Task input =
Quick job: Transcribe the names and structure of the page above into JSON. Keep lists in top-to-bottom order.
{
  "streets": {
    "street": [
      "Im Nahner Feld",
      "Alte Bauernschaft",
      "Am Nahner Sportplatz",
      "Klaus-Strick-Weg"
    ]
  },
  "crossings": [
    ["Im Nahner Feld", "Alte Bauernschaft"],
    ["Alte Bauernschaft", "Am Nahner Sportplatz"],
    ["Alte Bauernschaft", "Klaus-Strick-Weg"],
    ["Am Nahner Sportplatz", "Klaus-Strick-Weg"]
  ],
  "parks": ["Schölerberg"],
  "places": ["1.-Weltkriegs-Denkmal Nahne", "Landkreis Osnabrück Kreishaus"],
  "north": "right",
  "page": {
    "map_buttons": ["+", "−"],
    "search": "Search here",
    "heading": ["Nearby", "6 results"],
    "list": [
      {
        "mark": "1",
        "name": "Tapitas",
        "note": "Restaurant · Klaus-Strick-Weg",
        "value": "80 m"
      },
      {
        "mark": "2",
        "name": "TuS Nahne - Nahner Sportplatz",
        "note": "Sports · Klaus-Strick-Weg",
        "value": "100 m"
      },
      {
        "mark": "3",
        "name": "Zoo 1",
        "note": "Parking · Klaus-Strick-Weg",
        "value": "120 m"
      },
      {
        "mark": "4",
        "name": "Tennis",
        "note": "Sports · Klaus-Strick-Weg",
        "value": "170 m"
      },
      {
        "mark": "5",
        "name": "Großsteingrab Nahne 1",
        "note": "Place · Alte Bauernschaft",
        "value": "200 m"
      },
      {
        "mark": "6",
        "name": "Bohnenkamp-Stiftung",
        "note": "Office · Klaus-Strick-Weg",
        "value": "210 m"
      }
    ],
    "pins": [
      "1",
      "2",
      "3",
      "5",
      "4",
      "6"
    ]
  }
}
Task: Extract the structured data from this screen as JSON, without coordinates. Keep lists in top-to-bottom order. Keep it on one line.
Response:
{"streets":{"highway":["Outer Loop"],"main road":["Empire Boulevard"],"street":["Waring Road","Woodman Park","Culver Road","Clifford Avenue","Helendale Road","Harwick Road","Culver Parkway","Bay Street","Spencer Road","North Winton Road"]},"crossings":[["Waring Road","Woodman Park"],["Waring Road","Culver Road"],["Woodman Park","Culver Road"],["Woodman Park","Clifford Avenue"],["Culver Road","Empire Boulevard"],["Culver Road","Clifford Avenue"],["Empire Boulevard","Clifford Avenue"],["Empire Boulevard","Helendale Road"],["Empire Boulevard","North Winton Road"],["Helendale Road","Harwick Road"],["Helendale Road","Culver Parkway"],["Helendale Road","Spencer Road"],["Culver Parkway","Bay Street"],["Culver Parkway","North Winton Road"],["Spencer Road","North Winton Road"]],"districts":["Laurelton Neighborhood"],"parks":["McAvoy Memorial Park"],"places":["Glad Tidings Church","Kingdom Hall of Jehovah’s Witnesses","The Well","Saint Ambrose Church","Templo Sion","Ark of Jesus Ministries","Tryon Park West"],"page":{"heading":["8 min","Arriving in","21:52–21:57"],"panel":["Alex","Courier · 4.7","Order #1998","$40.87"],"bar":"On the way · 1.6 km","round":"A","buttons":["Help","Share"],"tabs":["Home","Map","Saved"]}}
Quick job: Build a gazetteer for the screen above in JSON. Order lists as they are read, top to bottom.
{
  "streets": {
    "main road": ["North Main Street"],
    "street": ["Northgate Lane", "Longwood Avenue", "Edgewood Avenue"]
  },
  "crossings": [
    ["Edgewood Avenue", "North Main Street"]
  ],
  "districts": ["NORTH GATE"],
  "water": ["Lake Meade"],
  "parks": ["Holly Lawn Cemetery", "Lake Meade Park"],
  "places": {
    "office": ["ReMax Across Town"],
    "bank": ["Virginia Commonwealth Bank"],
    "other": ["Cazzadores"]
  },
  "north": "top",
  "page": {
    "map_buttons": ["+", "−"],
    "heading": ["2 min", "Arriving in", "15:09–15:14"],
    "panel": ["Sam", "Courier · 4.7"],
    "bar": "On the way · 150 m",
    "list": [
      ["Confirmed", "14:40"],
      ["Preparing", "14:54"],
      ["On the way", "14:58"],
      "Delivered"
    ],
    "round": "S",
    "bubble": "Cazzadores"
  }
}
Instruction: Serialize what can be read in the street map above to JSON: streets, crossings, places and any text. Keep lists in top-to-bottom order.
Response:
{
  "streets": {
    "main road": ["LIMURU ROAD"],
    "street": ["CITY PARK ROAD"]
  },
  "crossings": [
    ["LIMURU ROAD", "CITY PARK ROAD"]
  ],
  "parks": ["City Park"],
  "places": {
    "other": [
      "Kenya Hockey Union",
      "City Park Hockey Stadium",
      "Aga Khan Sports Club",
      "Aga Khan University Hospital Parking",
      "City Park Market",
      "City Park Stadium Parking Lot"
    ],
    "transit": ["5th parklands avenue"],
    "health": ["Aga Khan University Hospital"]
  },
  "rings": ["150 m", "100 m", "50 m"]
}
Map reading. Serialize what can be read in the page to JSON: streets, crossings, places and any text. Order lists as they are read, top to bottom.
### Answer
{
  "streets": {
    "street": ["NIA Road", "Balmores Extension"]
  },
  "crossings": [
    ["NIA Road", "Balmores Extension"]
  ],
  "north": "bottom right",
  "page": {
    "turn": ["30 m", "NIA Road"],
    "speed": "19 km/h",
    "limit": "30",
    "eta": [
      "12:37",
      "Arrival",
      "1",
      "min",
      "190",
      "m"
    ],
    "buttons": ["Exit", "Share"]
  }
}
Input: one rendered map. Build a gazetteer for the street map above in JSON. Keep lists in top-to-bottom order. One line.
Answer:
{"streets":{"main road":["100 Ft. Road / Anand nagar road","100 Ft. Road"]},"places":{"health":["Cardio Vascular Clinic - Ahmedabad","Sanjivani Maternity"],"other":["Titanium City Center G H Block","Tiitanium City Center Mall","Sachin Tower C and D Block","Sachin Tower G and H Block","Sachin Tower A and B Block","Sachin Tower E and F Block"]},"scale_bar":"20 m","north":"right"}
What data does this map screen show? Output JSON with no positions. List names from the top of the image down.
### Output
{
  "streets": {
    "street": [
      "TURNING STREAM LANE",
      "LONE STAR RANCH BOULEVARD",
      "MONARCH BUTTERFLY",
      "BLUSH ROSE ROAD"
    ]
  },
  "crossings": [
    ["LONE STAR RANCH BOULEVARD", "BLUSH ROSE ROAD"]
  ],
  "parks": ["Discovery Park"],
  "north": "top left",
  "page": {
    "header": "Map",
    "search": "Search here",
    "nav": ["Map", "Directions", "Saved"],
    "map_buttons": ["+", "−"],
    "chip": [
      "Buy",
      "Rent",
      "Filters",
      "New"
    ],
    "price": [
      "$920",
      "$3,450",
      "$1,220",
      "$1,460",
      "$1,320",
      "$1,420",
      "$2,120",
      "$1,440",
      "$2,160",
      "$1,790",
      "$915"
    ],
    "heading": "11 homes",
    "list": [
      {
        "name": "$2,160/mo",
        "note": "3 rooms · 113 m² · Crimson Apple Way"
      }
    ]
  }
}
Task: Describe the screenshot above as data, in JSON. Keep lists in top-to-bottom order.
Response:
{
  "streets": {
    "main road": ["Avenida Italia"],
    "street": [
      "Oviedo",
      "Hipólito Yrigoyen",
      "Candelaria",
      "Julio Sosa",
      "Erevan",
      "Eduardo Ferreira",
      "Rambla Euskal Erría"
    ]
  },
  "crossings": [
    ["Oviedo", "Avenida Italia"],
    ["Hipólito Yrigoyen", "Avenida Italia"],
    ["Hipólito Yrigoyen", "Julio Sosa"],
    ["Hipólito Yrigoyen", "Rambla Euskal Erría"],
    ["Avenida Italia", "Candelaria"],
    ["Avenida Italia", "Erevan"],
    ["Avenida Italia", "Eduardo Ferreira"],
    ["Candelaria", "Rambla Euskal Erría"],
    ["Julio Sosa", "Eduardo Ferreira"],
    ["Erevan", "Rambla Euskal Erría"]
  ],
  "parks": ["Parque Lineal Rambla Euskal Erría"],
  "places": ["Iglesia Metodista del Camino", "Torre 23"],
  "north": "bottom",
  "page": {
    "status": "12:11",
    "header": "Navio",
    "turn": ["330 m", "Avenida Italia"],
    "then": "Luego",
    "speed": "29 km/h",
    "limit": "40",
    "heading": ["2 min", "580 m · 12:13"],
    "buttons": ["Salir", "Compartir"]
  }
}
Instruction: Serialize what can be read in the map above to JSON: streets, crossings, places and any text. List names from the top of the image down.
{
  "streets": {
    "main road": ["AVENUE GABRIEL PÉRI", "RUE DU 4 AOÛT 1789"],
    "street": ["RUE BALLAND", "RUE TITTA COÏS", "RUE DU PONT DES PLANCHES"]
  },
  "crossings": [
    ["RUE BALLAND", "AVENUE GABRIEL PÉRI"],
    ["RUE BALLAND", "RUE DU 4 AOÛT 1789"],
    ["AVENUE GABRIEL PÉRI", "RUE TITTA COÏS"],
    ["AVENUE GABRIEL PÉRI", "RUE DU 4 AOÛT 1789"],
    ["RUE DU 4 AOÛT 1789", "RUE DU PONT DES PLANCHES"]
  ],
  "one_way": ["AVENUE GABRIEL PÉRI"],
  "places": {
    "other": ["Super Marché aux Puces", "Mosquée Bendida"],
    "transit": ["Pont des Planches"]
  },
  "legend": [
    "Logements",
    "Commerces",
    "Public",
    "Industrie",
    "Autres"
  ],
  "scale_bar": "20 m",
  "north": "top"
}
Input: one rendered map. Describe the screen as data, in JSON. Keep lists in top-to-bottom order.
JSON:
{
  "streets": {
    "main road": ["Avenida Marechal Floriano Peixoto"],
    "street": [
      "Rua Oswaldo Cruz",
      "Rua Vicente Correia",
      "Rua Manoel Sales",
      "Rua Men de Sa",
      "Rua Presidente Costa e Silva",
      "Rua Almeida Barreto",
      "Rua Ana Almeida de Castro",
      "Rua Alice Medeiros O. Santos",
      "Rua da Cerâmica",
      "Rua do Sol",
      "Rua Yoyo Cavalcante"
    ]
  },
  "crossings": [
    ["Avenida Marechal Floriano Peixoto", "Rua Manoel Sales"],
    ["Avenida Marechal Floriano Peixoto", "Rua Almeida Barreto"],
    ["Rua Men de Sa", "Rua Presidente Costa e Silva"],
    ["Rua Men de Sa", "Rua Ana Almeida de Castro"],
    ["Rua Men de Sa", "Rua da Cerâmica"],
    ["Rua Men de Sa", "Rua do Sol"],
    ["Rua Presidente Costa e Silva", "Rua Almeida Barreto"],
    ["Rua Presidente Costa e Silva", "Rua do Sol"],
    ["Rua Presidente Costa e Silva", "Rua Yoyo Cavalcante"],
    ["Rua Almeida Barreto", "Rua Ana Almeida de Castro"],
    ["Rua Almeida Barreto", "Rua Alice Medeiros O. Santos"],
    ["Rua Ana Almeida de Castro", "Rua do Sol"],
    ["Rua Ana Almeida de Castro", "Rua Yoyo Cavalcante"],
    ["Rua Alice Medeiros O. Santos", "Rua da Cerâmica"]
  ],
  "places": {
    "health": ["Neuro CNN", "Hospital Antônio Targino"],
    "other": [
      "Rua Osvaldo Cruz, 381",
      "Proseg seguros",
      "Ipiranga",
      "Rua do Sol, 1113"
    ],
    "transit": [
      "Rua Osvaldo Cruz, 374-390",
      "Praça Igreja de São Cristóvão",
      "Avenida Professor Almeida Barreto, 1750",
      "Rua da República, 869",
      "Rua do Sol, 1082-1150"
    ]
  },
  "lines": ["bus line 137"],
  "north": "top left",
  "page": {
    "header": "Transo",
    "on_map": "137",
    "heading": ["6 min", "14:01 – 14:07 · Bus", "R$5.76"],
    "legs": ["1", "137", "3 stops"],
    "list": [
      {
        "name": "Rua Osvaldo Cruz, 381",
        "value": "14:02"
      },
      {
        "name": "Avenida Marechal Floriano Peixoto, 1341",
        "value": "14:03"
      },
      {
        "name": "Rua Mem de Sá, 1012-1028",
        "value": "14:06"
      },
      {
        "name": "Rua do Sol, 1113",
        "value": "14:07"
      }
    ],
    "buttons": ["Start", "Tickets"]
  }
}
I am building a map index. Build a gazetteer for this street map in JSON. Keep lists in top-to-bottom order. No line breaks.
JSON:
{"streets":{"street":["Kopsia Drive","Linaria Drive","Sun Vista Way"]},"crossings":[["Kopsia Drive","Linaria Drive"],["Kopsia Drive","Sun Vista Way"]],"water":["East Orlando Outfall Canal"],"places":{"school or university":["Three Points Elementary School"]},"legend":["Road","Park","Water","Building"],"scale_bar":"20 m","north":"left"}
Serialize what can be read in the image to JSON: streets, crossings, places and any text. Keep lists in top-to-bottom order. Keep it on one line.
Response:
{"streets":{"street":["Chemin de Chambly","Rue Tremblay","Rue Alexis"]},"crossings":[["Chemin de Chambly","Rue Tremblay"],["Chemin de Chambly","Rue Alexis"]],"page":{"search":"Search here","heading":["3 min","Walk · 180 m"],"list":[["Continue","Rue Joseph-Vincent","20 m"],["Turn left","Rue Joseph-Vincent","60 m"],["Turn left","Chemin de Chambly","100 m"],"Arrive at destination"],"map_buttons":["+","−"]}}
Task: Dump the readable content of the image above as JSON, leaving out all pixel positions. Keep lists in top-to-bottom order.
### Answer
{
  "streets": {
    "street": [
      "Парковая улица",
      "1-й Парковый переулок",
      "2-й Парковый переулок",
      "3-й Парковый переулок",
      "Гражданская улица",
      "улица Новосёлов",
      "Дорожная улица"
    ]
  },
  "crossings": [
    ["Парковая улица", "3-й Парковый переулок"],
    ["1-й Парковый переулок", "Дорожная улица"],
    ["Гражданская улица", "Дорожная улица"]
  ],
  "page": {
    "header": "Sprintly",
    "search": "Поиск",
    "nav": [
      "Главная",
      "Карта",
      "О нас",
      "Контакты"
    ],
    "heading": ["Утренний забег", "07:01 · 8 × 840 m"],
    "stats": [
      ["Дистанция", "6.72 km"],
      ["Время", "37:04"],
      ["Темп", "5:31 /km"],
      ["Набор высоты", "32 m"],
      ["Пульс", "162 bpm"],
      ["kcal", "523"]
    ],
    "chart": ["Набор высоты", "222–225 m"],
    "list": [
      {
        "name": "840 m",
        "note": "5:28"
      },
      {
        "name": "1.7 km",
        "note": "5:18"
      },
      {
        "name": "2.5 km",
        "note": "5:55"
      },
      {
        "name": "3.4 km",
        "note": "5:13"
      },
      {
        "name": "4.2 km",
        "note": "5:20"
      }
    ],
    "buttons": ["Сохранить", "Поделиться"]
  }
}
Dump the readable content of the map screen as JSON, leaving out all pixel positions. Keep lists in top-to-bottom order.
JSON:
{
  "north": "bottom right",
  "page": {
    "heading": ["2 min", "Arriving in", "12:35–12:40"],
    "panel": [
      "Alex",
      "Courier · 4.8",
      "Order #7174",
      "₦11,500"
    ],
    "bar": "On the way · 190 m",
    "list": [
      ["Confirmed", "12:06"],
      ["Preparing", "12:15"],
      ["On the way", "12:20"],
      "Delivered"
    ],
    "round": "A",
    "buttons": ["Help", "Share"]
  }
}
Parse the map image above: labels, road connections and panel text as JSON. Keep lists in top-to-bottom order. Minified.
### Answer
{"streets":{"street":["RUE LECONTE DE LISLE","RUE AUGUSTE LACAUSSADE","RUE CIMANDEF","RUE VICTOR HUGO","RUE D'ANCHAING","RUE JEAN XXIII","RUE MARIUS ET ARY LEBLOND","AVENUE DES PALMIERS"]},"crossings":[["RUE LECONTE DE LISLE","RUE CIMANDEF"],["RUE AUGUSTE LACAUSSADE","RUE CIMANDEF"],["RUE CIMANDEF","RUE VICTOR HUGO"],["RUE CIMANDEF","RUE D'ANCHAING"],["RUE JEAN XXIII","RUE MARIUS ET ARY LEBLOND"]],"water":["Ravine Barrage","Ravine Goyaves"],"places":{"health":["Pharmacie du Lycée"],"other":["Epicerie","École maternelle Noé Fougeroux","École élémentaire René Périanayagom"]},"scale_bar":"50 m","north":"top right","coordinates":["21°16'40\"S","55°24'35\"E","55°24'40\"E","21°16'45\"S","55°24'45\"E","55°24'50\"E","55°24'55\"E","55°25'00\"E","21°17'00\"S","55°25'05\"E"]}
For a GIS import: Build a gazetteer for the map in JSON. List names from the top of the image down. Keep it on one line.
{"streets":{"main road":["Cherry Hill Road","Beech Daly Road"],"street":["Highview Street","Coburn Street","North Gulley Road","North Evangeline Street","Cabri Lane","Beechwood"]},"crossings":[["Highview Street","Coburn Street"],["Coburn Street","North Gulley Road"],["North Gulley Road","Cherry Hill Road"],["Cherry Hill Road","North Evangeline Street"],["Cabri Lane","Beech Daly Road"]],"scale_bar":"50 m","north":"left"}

Task objective = Copy all lines from the material that contain "Avenida".

Answer space =
    "main road": ["Avenida Italia"],
    ["Oviedo", "Avenida Italia"],
    ["Hipólito Yrigoyen", "Avenida Italia"],
    ["Avenida Italia", "Candelaria"],
    ["Avenida Italia", "Erevan"],
    ["Avenida Italia", "Eduardo Ferreira"],
    "turn": ["330 m", "Avenida Italia"],
    "main road": ["Avenida Marechal Floriano Peixoto"],
    ["Avenida Marechal Floriano Peixoto", "Rua Manoel Sales"],
    ["Avenida Marechal Floriano Peixoto", "Rua Almeida Barreto"],
      "Avenida Professor Almeida Barreto, 1750",
        "name": "Avenida Marechal Floriano Peixoto, 1341",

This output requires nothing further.